Task requirements ::
Write out all of the data exactly as it appears.

Given data ::
+-------+
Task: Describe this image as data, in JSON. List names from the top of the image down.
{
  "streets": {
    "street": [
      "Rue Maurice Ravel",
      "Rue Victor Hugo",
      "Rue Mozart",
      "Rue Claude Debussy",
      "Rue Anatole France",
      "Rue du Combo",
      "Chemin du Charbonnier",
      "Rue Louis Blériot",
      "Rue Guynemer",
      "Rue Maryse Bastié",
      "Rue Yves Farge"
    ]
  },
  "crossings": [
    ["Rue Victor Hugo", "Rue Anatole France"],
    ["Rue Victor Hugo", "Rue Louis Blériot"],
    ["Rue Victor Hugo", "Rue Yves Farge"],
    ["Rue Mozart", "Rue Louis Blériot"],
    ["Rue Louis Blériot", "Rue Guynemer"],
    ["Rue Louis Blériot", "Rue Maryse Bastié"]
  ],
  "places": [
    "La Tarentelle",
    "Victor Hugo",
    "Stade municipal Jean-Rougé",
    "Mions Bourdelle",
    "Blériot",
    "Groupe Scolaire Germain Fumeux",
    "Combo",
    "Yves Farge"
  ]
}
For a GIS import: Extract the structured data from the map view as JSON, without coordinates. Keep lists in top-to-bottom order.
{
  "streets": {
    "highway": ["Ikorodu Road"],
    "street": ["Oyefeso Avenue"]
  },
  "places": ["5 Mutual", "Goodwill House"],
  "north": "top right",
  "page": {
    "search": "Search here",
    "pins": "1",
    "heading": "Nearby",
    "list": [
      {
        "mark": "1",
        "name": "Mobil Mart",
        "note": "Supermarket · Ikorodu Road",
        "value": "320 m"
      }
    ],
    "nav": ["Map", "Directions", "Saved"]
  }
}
+-------+
Response to the exercise ::
Task: Describe this image as data, in JSON. List names from the top of the image down.
{
  "streets": {
    "street": [
      "Rue Maurice Ravel",
      "Rue Victor Hugo",
      "Rue Mozart",
      "Rue Claude Debussy",
      "Rue Anatole France",
      "Rue du Combo",
      "Chemin du Charbonnier",
      "Rue Louis Blériot",
      "Rue Guynemer",
      "Rue Maryse Bastié",
      "Rue Yves Farge"
    ]
  },
  "crossings": [
    ["Rue Victor Hugo", "Rue Anatole France"],
    ["Rue Victor Hugo", "Rue Louis Blériot"],
    ["Rue Victor Hugo", "Rue Yves Farge"],
    ["Rue Mozart", "Rue Louis Blériot"],
    ["Rue Louis Blériot", "Rue Guynemer"],
    ["Rue Louis Blériot", "Rue Maryse Bastié"]
  ],
  "places": [
    "La Tarentelle",
    "Victor Hugo",
    "Stade municipal Jean-Rougé",
    "Mions Bourdelle",
    "Blériot",
    "Groupe Scolaire Germain Fumeux",
    "Combo",
    "Yves Farge"
  ]
}
For a GIS import: Extract the structured data from the map view as JSON, without coordinates. Keep lists in top-to-bottom order.
{
  "streets": {
    "highway": ["Ikorodu Road"],
    "street": ["Oyefeso Avenue"]
  },
  "places": ["5 Mutual", "Goodwill House"],
  "north": "top right",
  "page": {
    "search": "Search here",
    "pins": "1",
    "heading": "Nearby",
    "list": [
      {
        "mark": "1",
        "name": "Mobil Mart",
        "note": "Supermarket · Ikorodu Road",
        "value": "320 m"
      }
    ],
    "nav": ["Map", "Directions", "Saved"]
  }
}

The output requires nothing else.